--- REQUIRED WORK ---
Please retype the entries exactly as they stand, leaving out any pictures.

Stored data entries:
((

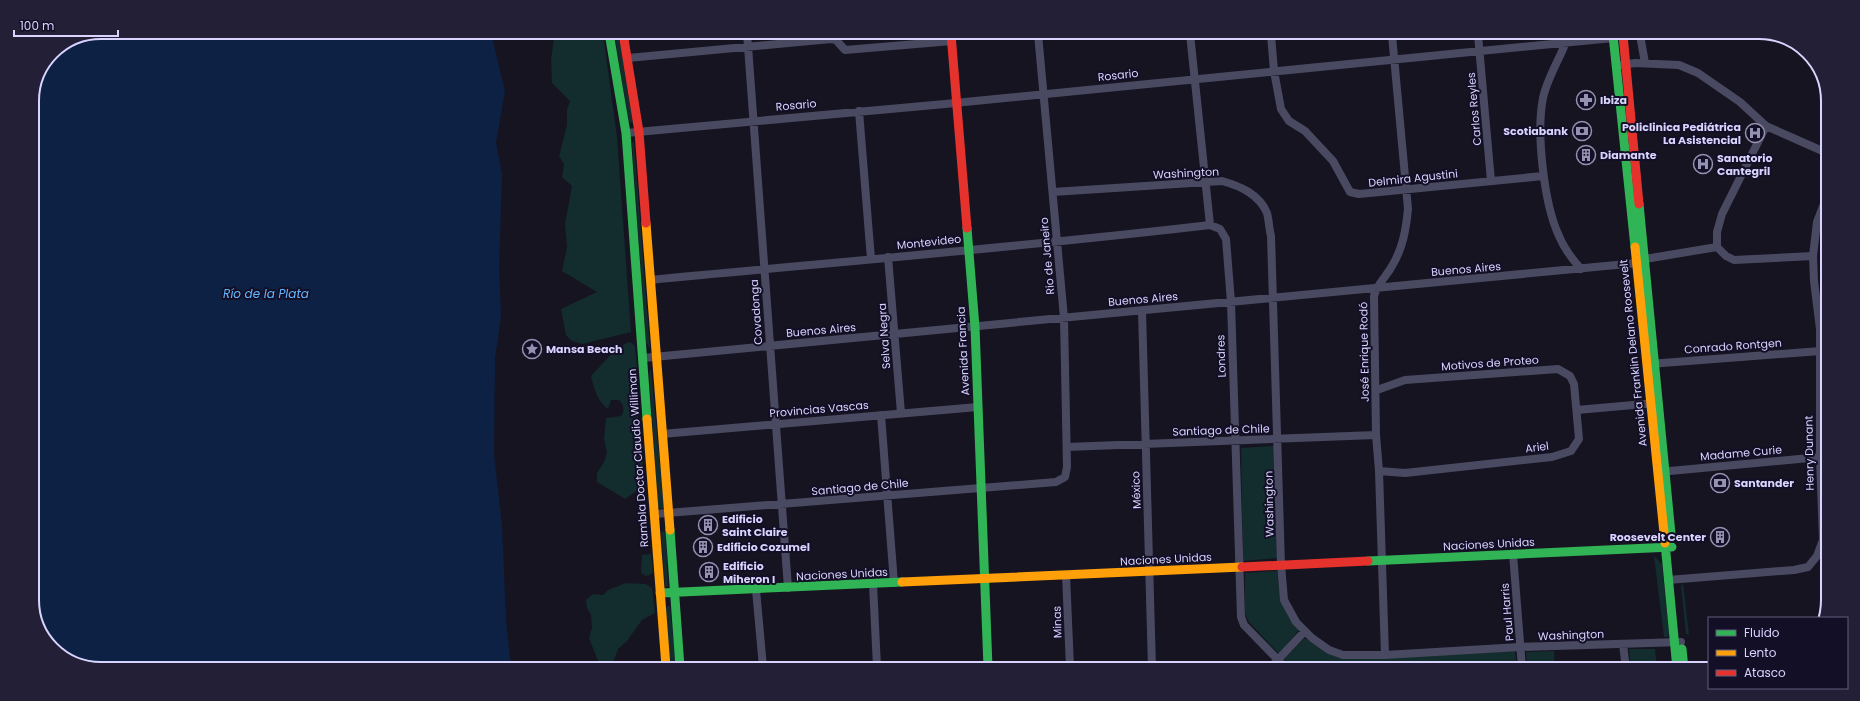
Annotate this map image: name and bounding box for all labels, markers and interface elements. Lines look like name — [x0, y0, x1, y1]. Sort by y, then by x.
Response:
scale bar — [14, 12, 118, 38]
text: 100 m — [20, 17, 54, 34]
street label: Rosario — [1097, 65, 1139, 85]
street label: Carlos Reyles — [1463, 71, 1485, 146]
pharmacy icon: Ibiza — [1575, 89, 1597, 111]
place label: Ibiza — [1600, 92, 1627, 108]
street label: Rosario — [775, 95, 817, 115]
place label: Policlinica Pediátrica La Asistencial — [1622, 119, 1741, 148]
bank icon: Scotiabank — [1571, 120, 1593, 142]
hospital icon: Policlinica Pediátrica La Asistencial — [1744, 122, 1766, 144]
place label: Scotiabank — [1503, 123, 1568, 139]
building icon: Diamante — [1575, 144, 1597, 166]
place label: Diamante — [1600, 147, 1657, 163]
place label: Sanatorio Cantegril — [1717, 150, 1773, 179]
hospital icon: Sanatorio Cantegril — [1692, 153, 1714, 175]
street label: Washington — [1153, 163, 1219, 183]
street label: Delmira Agustini — [1367, 165, 1459, 191]
street label: Rio de Janeiro — [1036, 217, 1058, 295]
street label: Montevideo — [896, 231, 962, 253]
street label: Buenos Aires — [1430, 258, 1502, 280]
street label: Avenida Franklin Delano Roosevelt — [1615, 259, 1651, 447]
street label: Covadonga — [746, 279, 766, 345]
water label: Río de la Plata — [223, 285, 309, 302]
street label: Buenos Aires — [1107, 288, 1179, 310]
street label: Selva Negra — [874, 302, 894, 370]
street label: José Enrique Rodó — [1355, 302, 1373, 402]
street label: Avenida Francia — [953, 306, 973, 396]
street label: Buenos Aires — [785, 319, 857, 341]
street label: Londres — [1212, 334, 1230, 378]
street label: Conrado Rontgen — [1684, 335, 1782, 357]
place icon: Mansa Beach — [521, 338, 543, 360]
place label: Mansa Beach — [546, 341, 622, 357]
street label: Motivos de Proteo — [1441, 352, 1539, 374]
street label: Rambla Doctor Claudio Williman — [624, 368, 652, 548]
street label: Provincias Vascas — [769, 397, 869, 421]
street label: Henry Dunant — [1800, 415, 1818, 491]
street label: Santiago de Chile — [1172, 420, 1270, 440]
street label: Ariel — [1524, 438, 1550, 456]
street label: Madame Curie — [1699, 441, 1783, 465]
street label: México — [1127, 471, 1145, 509]
street label: Washington — [1260, 471, 1278, 537]
bank icon: Santander — [1709, 472, 1731, 494]
street label: Santiago de Chile — [811, 475, 909, 499]
place label: Santander — [1734, 475, 1794, 491]
place label: Edificio Saint Claire — [722, 511, 788, 540]
building icon: Edificio Saint Claire — [697, 514, 719, 536]
building icon: Roosevelt Center — [1709, 526, 1731, 548]
place label: Roosevelt Center — [1610, 529, 1706, 545]
street label: Naciones Unidas — [1443, 534, 1536, 554]
building icon: Edificio Cozumel — [692, 536, 714, 558]
place label: Edificio Cozumel — [717, 539, 810, 555]
street label: Naciones Unidas — [1120, 549, 1213, 569]
place label: Edificio Miheron I — [723, 558, 775, 587]
building icon: Edificio Miheron I — [698, 561, 720, 583]
street label: Naciones Unidas — [796, 564, 889, 584]
street label: Paul Harris — [1496, 582, 1518, 642]
street label: Minas — [1048, 605, 1066, 638]
legend — [1708, 617, 1848, 689]
text: Fluido — [1744, 624, 1780, 641]
street label: Washington — [1538, 626, 1604, 644]
text: Lento — [1744, 644, 1777, 661]
text: Atasco — [1744, 664, 1786, 681]

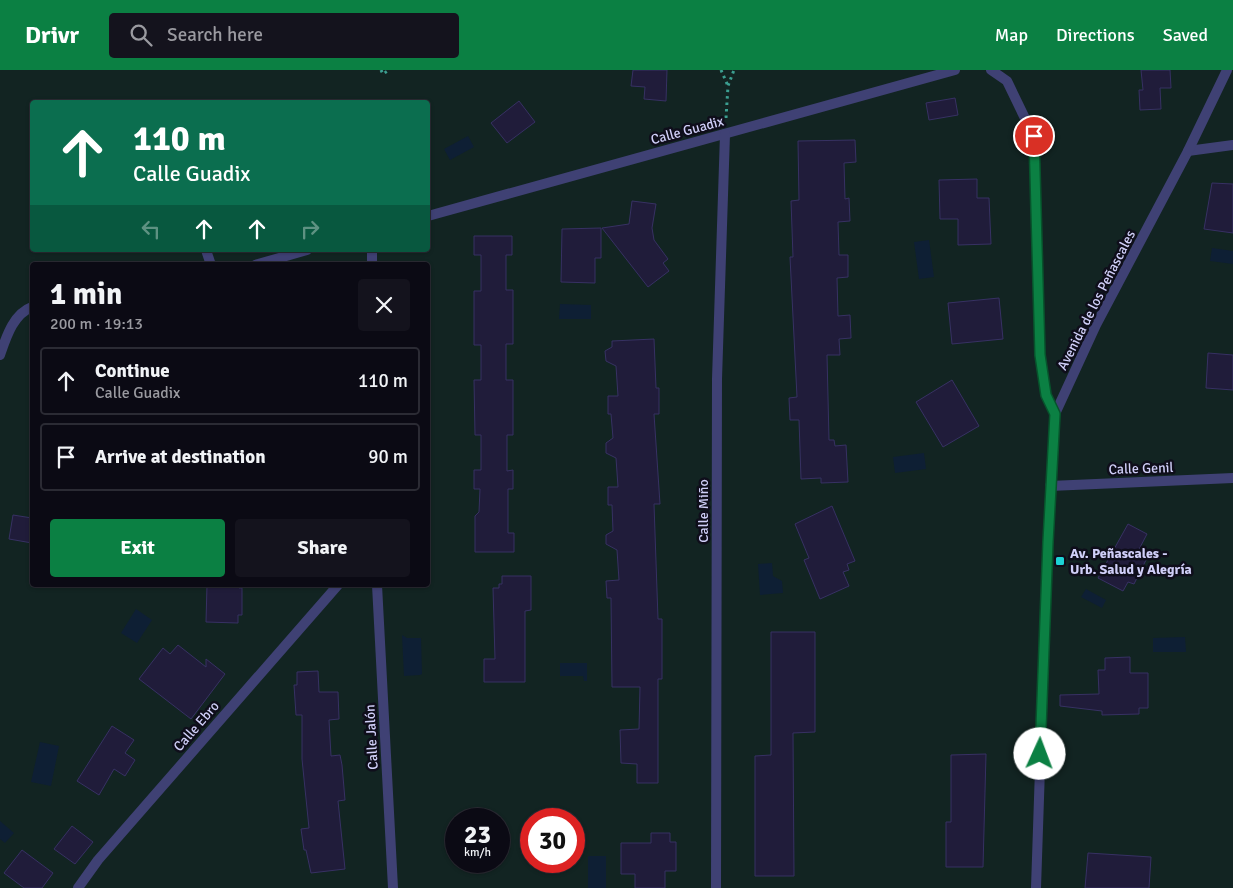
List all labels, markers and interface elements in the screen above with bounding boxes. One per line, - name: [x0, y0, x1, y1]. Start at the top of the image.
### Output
- search box: [109, 13, 459, 58]
- text: Drivr: [25, 20, 79, 50]
- icon: search: [127, 21, 155, 49]
- text: Search here: [167, 23, 263, 47]
- text: Map: [995, 24, 1028, 46]
- text: Directions: [1056, 24, 1135, 46]
- text: Saved: [1163, 24, 1208, 46]
- street label: Calle Guadix: [649, 112, 726, 148]
- pin: [1013, 115, 1055, 157]
- text: 110 m: [133, 117, 226, 160]
- icon: ahead: [50, 120, 115, 185]
- icon: arrive: [1020, 122, 1048, 150]
- text: Calle Guadix: [133, 160, 250, 187]
- icon: left: [137, 215, 165, 243]
- icon: ahead: [190, 215, 218, 243]
- icon: ahead: [243, 215, 271, 243]
- icon: right: [296, 215, 324, 243]
- street label: Avenida de los Peñascales: [1054, 227, 1139, 373]
- text: 1 min: [50, 276, 122, 313]
- button: close: [358, 279, 410, 331]
- text: 200 m · 19:13: [50, 314, 143, 334]
- text: Continue: [95, 359, 170, 383]
- icon: ahead: [52, 367, 80, 395]
- text: 110 m: [358, 369, 408, 393]
- text: Calle Guadix: [95, 383, 180, 403]
- icon: arrive: [52, 443, 80, 471]
- text: Arrive at destination: [95, 445, 266, 469]
- text: 90 m: [368, 445, 408, 469]
- street label: Calle Genil: [1108, 459, 1174, 478]
- street label: Calle Miño: [695, 479, 712, 543]
- button: Exit: [50, 519, 225, 577]
- button: Share: [235, 519, 410, 577]
- place label: Av. Peñascales - Urb. Salud y Alegría: [1070, 545, 1192, 578]
- marker: Av. Peñascales - Urb. Salud y Alegría: [1054, 555, 1066, 567]
- street label: Calle Ebro: [170, 698, 223, 755]
- street label: Calle Jalón: [361, 704, 382, 770]
- position arrow: [1013, 727, 1065, 779]
- speed limit sign: 30: [520, 808, 585, 873]
- text: 23: [464, 819, 491, 850]
- text: km/h: [464, 845, 491, 860]

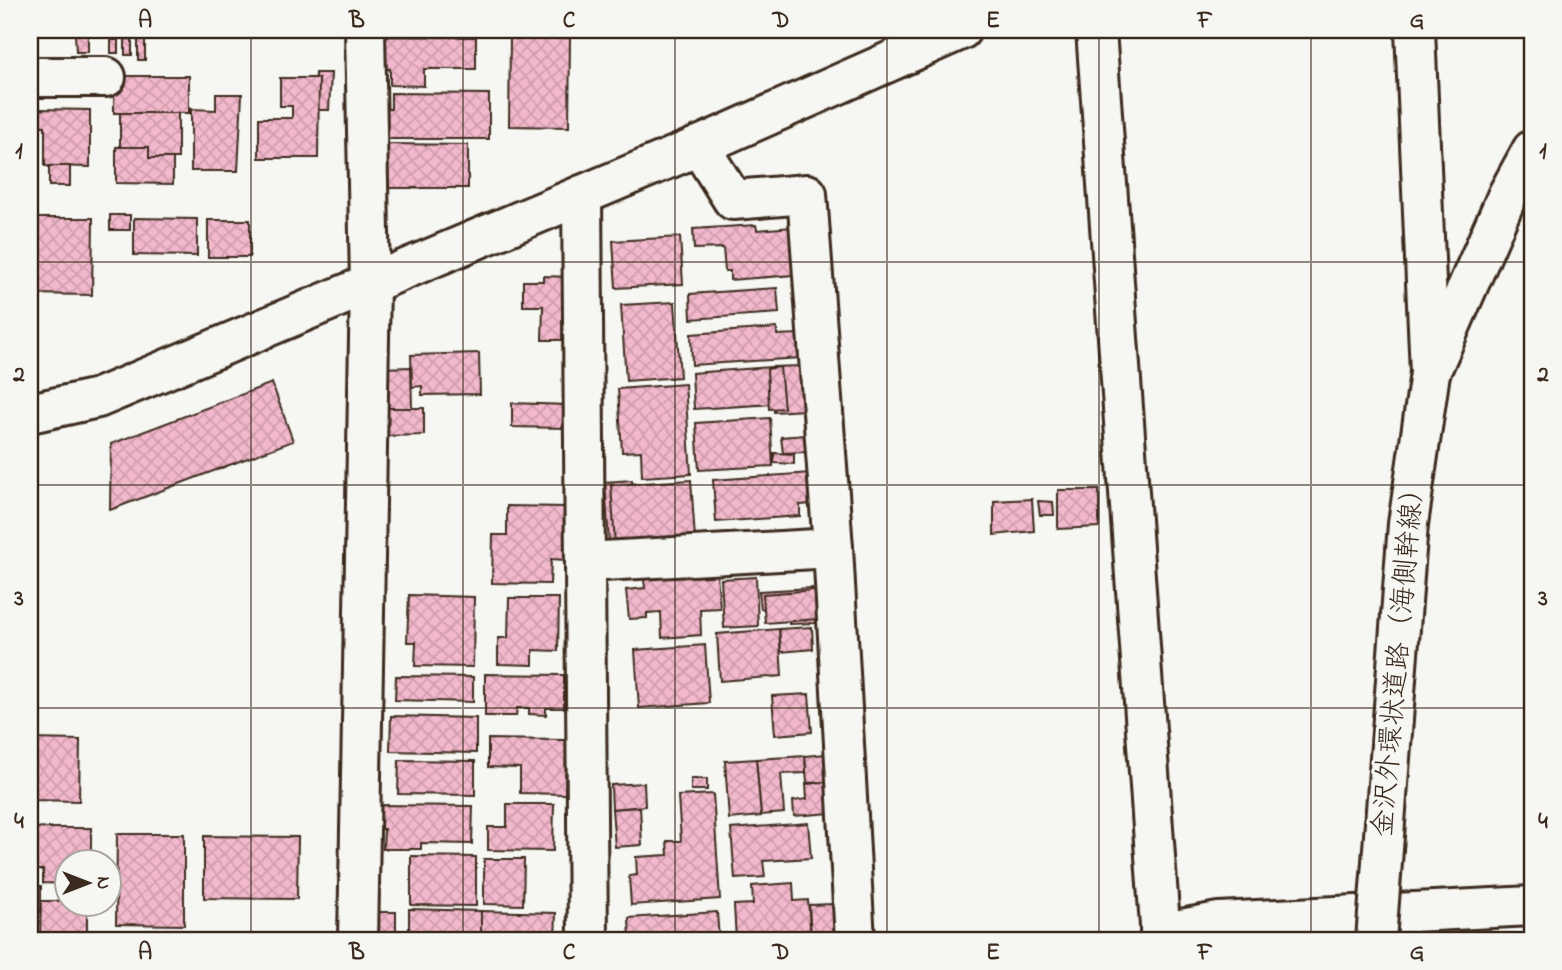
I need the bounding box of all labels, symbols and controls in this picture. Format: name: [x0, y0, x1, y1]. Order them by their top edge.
text: A: [138, 5, 152, 38]
text: B: [348, 5, 365, 38]
text: C: [563, 5, 576, 38]
text: D: [772, 5, 789, 38]
text: E: [986, 5, 1000, 38]
text: F: [1197, 5, 1213, 38]
text: G: [1410, 5, 1424, 38]
text: 1: [15, 136, 23, 169]
text: 1: [1539, 136, 1547, 169]
text: 2: [12, 359, 25, 392]
text: 2: [1536, 359, 1549, 392]
street label: 金沢外環状道路（海側幹線）: [1364, 473, 1436, 839]
text: 3: [13, 583, 24, 616]
text: 3: [1537, 583, 1548, 616]
text: 4: [14, 806, 24, 839]
text: 4: [1538, 806, 1548, 839]
north arrow: [52, 848, 122, 918]
text: N: [89, 877, 116, 890]
text: A: [138, 937, 152, 970]
text: B: [348, 937, 365, 970]
text: C: [563, 937, 576, 970]
text: D: [772, 937, 789, 970]
text: E: [986, 937, 1000, 970]
text: F: [1197, 937, 1213, 970]
text: G: [1410, 937, 1424, 970]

))

--- RESPONSE BELOW ---
Annotate this map image: name and bounding box for all labels, markers and interface elements. Lines look like name — [x0, y0, x1, y1]. Sort by y, then by x.
Response:
scale bar — [14, 12, 118, 38]
text: 100 m — [20, 17, 54, 34]
street label: Rosario — [1097, 65, 1139, 85]
street label: Carlos Reyles — [1463, 71, 1485, 146]
pharmacy icon: Ibiza — [1575, 89, 1597, 111]
place label: Ibiza — [1600, 92, 1627, 108]
street label: Rosario — [775, 95, 817, 115]
place label: Policlinica Pediátrica La Asistencial — [1622, 119, 1741, 148]
bank icon: Scotiabank — [1571, 120, 1593, 142]
hospital icon: Policlinica Pediátrica La Asistencial — [1744, 122, 1766, 144]
place label: Scotiabank — [1503, 123, 1568, 139]
building icon: Diamante — [1575, 144, 1597, 166]
place label: Diamante — [1600, 147, 1657, 163]
place label: Sanatorio Cantegril — [1717, 150, 1773, 179]
hospital icon: Sanatorio Cantegril — [1692, 153, 1714, 175]
street label: Washington — [1153, 163, 1219, 183]
street label: Delmira Agustini — [1367, 165, 1459, 191]
street label: Rio de Janeiro — [1036, 217, 1058, 295]
street label: Montevideo — [896, 231, 962, 253]
street label: Buenos Aires — [1430, 258, 1502, 280]
street label: Avenida Franklin Delano Roosevelt — [1615, 259, 1651, 447]
street label: Covadonga — [746, 279, 766, 345]
water label: Río de la Plata — [223, 285, 309, 302]
street label: Buenos Aires — [1107, 288, 1179, 310]
street label: Selva Negra — [874, 302, 894, 370]
street label: José Enrique Rodó — [1355, 302, 1373, 402]
street label: Avenida Francia — [953, 306, 973, 396]
street label: Buenos Aires — [785, 319, 857, 341]
street label: Londres — [1212, 334, 1230, 378]
street label: Conrado Rontgen — [1684, 335, 1782, 357]
place icon: Mansa Beach — [521, 338, 543, 360]
place label: Mansa Beach — [546, 341, 622, 357]
street label: Motivos de Proteo — [1441, 352, 1539, 374]
street label: Rambla Doctor Claudio Williman — [624, 368, 652, 548]
street label: Provincias Vascas — [769, 397, 869, 421]
street label: Henry Dunant — [1800, 415, 1818, 491]
street label: Santiago de Chile — [1172, 420, 1270, 440]
street label: Ariel — [1524, 438, 1550, 456]
street label: Madame Curie — [1699, 441, 1783, 465]
street label: México — [1127, 471, 1145, 509]
street label: Washington — [1260, 471, 1278, 537]
bank icon: Santander — [1709, 472, 1731, 494]
street label: Santiago de Chile — [811, 475, 909, 499]
place label: Santander — [1734, 475, 1794, 491]
place label: Edificio Saint Claire — [722, 511, 788, 540]
building icon: Edificio Saint Claire — [697, 514, 719, 536]
building icon: Roosevelt Center — [1709, 526, 1731, 548]
place label: Roosevelt Center — [1610, 529, 1706, 545]
street label: Naciones Unidas — [1443, 534, 1536, 554]
building icon: Edificio Cozumel — [692, 536, 714, 558]
place label: Edificio Cozumel — [717, 539, 810, 555]
street label: Naciones Unidas — [1120, 549, 1213, 569]
place label: Edificio Miheron I — [723, 558, 775, 587]
building icon: Edificio Miheron I — [698, 561, 720, 583]
street label: Naciones Unidas — [796, 564, 889, 584]
street label: Paul Harris — [1496, 582, 1518, 642]
street label: Minas — [1048, 605, 1066, 638]
legend — [1708, 617, 1848, 689]
text: Fluido — [1744, 624, 1780, 641]
street label: Washington — [1538, 626, 1604, 644]
text: Lento — [1744, 644, 1777, 661]
text: Atasco — [1744, 664, 1786, 681]

List all labels, markers and interface elements in the screen above with bounding boxes. One per line, - name: [x0, y0, x1, y1]. Start at the top of the image.
### Output
- search box: [109, 13, 459, 58]
- text: Drivr: [25, 20, 79, 50]
- icon: search: [127, 21, 155, 49]
- text: Search here: [167, 23, 263, 47]
- text: Map: [995, 24, 1028, 46]
- text: Directions: [1056, 24, 1135, 46]
- text: Saved: [1163, 24, 1208, 46]
- street label: Calle Guadix: [649, 112, 726, 148]
- pin: [1013, 115, 1055, 157]
- text: 110 m: [133, 117, 226, 160]
- icon: ahead: [50, 120, 115, 185]
- icon: arrive: [1020, 122, 1048, 150]
- text: Calle Guadix: [133, 160, 250, 187]
- icon: left: [137, 215, 165, 243]
- icon: ahead: [190, 215, 218, 243]
- icon: ahead: [243, 215, 271, 243]
- icon: right: [296, 215, 324, 243]
- street label: Avenida de los Peñascales: [1054, 227, 1139, 373]
- text: 1 min: [50, 276, 122, 313]
- button: close: [358, 279, 410, 331]
- text: 200 m · 19:13: [50, 314, 143, 334]
- text: Continue: [95, 359, 170, 383]
- icon: ahead: [52, 367, 80, 395]
- text: 110 m: [358, 369, 408, 393]
- text: Calle Guadix: [95, 383, 180, 403]
- icon: arrive: [52, 443, 80, 471]
- text: Arrive at destination: [95, 445, 266, 469]
- text: 90 m: [368, 445, 408, 469]
- street label: Calle Genil: [1108, 459, 1174, 478]
- street label: Calle Miño: [695, 479, 712, 543]
- button: Exit: [50, 519, 225, 577]
- button: Share: [235, 519, 410, 577]
- place label: Av. Peñascales - Urb. Salud y Alegría: [1070, 545, 1192, 578]
- marker: Av. Peñascales - Urb. Salud y Alegría: [1054, 555, 1066, 567]
- street label: Calle Ebro: [170, 698, 223, 755]
- street label: Calle Jalón: [361, 704, 382, 770]
- position arrow: [1013, 727, 1065, 779]
- speed limit sign: 30: [520, 808, 585, 873]
- text: 23: [464, 819, 491, 850]
- text: km/h: [464, 845, 491, 860]

I need the bounding box of all labels, symbols and controls in this picture. Format: name: [x0, y0, x1, y1]. Order them by their top edge.
text: A: [138, 5, 152, 38]
text: B: [348, 5, 365, 38]
text: C: [563, 5, 576, 38]
text: D: [772, 5, 789, 38]
text: E: [986, 5, 1000, 38]
text: F: [1197, 5, 1213, 38]
text: G: [1410, 5, 1424, 38]
text: 1: [15, 136, 23, 169]
text: 1: [1539, 136, 1547, 169]
text: 2: [12, 359, 25, 392]
text: 2: [1536, 359, 1549, 392]
street label: 金沢外環状道路（海側幹線）: [1364, 473, 1436, 839]
text: 3: [13, 583, 24, 616]
text: 3: [1537, 583, 1548, 616]
text: 4: [14, 806, 24, 839]
text: 4: [1538, 806, 1548, 839]
north arrow: [52, 848, 122, 918]
text: N: [89, 877, 116, 890]
text: A: [138, 937, 152, 970]
text: B: [348, 937, 365, 970]
text: C: [563, 937, 576, 970]
text: D: [772, 937, 789, 970]
text: E: [986, 937, 1000, 970]
text: F: [1197, 937, 1213, 970]
text: G: [1410, 937, 1424, 970]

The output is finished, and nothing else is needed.